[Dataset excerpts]
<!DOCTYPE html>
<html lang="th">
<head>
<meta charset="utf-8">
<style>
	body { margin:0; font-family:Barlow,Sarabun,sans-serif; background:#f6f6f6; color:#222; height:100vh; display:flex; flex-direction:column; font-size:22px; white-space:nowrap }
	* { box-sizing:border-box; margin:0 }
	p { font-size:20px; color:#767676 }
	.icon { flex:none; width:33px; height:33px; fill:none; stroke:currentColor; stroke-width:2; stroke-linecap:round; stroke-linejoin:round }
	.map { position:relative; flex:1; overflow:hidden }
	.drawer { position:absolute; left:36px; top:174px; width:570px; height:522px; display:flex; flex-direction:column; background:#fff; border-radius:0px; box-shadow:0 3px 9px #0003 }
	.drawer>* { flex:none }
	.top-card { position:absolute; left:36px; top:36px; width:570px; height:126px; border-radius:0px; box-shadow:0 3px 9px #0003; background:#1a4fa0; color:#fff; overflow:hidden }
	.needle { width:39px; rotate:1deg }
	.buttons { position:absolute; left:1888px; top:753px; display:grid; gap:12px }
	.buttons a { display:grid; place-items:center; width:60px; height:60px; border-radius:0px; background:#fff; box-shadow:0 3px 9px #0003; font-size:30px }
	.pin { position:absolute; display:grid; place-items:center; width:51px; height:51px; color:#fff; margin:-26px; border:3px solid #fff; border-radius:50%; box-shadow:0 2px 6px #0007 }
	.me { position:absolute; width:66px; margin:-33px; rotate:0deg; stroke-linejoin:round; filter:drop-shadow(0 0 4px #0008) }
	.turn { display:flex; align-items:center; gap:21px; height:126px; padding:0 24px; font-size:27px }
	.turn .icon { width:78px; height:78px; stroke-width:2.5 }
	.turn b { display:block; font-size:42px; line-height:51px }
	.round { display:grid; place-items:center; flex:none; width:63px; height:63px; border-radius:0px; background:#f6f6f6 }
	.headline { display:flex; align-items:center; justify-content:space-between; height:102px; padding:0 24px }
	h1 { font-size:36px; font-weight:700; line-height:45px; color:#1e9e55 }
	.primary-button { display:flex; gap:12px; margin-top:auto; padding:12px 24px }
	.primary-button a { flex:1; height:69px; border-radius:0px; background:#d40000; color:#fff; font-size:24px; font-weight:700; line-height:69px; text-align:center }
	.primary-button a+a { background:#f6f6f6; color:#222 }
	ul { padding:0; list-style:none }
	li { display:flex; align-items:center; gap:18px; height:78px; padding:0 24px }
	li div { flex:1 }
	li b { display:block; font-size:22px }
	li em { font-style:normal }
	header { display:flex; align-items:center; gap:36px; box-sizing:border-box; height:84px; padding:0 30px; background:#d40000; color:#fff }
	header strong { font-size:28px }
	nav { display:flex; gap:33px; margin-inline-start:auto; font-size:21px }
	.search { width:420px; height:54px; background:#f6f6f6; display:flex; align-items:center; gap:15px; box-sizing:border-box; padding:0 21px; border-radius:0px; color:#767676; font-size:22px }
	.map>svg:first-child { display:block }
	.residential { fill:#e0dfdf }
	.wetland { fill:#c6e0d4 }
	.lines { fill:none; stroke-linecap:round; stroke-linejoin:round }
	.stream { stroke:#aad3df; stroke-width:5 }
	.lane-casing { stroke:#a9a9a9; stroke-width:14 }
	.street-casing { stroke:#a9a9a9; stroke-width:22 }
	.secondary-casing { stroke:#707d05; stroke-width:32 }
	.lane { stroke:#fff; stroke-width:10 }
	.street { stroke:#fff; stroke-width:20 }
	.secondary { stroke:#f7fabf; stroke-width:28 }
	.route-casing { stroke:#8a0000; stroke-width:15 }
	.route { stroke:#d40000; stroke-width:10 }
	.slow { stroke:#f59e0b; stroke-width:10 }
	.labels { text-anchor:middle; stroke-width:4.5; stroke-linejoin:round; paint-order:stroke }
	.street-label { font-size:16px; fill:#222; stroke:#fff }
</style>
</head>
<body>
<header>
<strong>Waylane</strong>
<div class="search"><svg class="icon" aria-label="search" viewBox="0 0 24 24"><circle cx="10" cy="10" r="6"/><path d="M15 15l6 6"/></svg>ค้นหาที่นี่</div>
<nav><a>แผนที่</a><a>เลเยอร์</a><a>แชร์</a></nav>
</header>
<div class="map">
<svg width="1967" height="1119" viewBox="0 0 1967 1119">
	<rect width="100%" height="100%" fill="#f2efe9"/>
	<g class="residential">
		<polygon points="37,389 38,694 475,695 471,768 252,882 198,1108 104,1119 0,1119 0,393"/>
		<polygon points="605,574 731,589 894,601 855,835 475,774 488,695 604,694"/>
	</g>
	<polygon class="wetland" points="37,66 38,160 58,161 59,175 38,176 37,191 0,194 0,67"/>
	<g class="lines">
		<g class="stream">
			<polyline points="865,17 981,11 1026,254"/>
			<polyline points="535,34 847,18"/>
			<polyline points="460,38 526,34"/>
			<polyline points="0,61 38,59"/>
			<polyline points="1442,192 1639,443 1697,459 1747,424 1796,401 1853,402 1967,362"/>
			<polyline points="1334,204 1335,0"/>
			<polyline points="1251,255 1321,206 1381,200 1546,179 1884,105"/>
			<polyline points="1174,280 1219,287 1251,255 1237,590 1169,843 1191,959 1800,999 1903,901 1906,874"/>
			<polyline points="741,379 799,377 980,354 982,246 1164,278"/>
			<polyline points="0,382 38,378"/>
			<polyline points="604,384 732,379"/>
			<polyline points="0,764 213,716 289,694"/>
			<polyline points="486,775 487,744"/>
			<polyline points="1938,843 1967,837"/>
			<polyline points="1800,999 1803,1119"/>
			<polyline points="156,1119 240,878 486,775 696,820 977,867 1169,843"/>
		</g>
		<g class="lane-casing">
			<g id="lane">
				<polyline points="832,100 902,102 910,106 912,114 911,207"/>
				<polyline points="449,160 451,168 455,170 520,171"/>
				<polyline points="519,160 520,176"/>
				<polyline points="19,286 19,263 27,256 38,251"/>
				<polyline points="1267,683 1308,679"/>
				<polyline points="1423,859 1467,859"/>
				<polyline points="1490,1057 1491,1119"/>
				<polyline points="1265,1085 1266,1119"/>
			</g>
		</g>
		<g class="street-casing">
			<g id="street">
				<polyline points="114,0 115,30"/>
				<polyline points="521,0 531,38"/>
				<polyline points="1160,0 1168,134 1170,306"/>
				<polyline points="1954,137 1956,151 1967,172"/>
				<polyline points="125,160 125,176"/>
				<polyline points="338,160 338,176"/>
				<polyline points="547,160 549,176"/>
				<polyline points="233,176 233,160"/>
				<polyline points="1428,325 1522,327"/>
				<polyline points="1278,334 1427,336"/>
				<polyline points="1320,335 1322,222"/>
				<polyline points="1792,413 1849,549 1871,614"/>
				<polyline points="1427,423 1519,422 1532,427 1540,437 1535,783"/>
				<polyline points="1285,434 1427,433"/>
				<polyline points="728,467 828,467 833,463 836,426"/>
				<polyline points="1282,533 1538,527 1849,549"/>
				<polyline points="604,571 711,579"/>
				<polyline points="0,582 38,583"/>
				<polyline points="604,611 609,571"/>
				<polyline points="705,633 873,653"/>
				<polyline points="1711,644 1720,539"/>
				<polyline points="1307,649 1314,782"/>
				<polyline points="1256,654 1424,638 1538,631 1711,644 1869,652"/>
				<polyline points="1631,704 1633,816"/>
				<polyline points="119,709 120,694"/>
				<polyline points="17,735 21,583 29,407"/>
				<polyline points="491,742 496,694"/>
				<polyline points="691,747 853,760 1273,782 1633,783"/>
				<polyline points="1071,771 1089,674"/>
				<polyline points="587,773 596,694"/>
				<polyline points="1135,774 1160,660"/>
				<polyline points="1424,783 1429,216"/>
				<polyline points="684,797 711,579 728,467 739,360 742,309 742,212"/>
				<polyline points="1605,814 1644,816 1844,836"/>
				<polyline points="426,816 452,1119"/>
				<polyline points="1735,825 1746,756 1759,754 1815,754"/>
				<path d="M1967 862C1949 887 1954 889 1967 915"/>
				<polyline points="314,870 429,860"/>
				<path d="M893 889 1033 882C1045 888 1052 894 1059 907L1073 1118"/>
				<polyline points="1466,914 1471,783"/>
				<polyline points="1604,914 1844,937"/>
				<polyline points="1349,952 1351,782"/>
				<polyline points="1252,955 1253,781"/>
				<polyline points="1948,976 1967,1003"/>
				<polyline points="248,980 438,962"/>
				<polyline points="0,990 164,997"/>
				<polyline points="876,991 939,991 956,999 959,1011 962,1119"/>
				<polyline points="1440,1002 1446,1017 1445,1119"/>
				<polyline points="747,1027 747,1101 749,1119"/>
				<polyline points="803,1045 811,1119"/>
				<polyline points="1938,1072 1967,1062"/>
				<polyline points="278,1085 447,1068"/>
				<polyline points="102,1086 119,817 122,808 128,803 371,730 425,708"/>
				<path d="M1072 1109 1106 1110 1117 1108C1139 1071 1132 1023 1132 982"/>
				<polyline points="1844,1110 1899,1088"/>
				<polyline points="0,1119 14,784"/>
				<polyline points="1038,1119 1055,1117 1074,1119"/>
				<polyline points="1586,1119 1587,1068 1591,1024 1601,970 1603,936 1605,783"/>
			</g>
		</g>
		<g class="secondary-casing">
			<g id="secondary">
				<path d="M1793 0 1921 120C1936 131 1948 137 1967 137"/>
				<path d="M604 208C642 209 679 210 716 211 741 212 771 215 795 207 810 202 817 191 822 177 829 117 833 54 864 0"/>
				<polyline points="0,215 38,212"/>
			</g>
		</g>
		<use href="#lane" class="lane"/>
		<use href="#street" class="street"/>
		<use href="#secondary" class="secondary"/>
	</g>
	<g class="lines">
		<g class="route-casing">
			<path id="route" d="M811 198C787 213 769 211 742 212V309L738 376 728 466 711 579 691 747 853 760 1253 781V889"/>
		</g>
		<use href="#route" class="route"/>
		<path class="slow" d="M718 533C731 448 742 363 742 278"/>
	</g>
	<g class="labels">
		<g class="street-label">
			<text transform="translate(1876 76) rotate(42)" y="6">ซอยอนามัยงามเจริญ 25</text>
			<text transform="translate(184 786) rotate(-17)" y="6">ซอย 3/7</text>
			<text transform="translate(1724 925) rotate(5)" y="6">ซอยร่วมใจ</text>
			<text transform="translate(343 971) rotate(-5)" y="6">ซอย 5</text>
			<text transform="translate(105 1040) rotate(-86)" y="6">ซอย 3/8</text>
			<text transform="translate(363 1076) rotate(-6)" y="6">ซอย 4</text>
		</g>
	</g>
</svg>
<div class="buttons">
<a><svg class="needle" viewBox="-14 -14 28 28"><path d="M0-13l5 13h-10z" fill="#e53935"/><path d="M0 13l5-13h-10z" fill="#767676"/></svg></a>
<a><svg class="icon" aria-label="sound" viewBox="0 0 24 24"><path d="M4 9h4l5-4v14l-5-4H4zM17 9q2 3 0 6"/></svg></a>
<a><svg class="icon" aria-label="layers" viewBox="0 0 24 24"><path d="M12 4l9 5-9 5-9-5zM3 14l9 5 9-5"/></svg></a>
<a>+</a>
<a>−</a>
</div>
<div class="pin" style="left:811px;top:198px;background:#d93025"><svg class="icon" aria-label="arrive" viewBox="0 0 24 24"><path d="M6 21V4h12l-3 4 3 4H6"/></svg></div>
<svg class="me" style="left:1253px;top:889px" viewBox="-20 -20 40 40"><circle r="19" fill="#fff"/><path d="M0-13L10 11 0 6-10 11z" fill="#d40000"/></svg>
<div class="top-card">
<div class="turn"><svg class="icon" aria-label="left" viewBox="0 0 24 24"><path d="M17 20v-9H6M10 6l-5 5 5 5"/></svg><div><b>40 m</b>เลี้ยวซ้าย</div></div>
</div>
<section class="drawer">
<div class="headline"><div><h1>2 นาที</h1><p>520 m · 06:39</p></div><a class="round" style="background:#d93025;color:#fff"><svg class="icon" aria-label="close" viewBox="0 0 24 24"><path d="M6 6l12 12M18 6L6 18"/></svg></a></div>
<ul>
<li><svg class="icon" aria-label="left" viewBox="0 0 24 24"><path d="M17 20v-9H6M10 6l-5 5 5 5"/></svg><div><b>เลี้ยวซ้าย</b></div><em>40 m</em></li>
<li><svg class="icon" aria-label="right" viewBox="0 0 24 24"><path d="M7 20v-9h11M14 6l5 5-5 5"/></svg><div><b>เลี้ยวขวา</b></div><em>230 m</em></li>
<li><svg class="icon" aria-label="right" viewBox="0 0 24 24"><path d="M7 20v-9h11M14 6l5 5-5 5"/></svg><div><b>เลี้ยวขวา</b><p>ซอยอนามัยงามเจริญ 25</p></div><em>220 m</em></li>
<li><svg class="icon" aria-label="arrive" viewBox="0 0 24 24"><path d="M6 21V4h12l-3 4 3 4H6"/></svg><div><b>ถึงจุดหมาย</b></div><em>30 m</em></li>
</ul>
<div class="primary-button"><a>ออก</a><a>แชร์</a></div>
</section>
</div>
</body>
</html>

§ WHAT THE EXERCISE ASKS: A verbatim transcription is required of the lines from the one with "นาที</h1><p>520 m ·" through the final line of the entries above, and of nothing else.

§ ANSWER BOX:
<div class="headline"><div><h1>2 นาที</h1><p>520 m · 06:39</p></div><a class="round" style="background:#d93025;color:#fff"><svg class="icon" aria-label="close" viewBox="0 0 24 24"><path d="M6 6l12 12M18 6L6 18"/></svg></a></div>
<ul>
<li><svg class="icon" aria-label="left" viewBox="0 0 24 24"><path d="M17 20v-9H6M10 6l-5 5 5 5"/></svg><div><b>เลี้ยวซ้าย</b></div><em>40 m</em></li>
<li><svg class="icon" aria-label="right" viewBox="0 0 24 24"><path d="M7 20v-9h11M14 6l5 5-5 5"/></svg><div><b>เลี้ยวขวา</b></div><em>230 m</em></li>
<li><svg class="icon" aria-label="right" viewBox="0 0 24 24"><path d="M7 20v-9h11M14 6l5 5-5 5"/></svg><div><b>เลี้ยวขวา</b><p>ซอยอนามัยงามเจริญ 25</p></div><em>220 m</em></li>
<li><svg class="icon" aria-label="arrive" viewBox="0 0 24 24"><path d="M6 21V4h12l-3 4 3 4H6"/></svg><div><b>ถึงจุดหมาย</b></div><em>30 m</em></li>
</ul>
<div class="primary-button"><a>ออก</a><a>แชร์</a></div>
</section>
</div>
</body>
</html>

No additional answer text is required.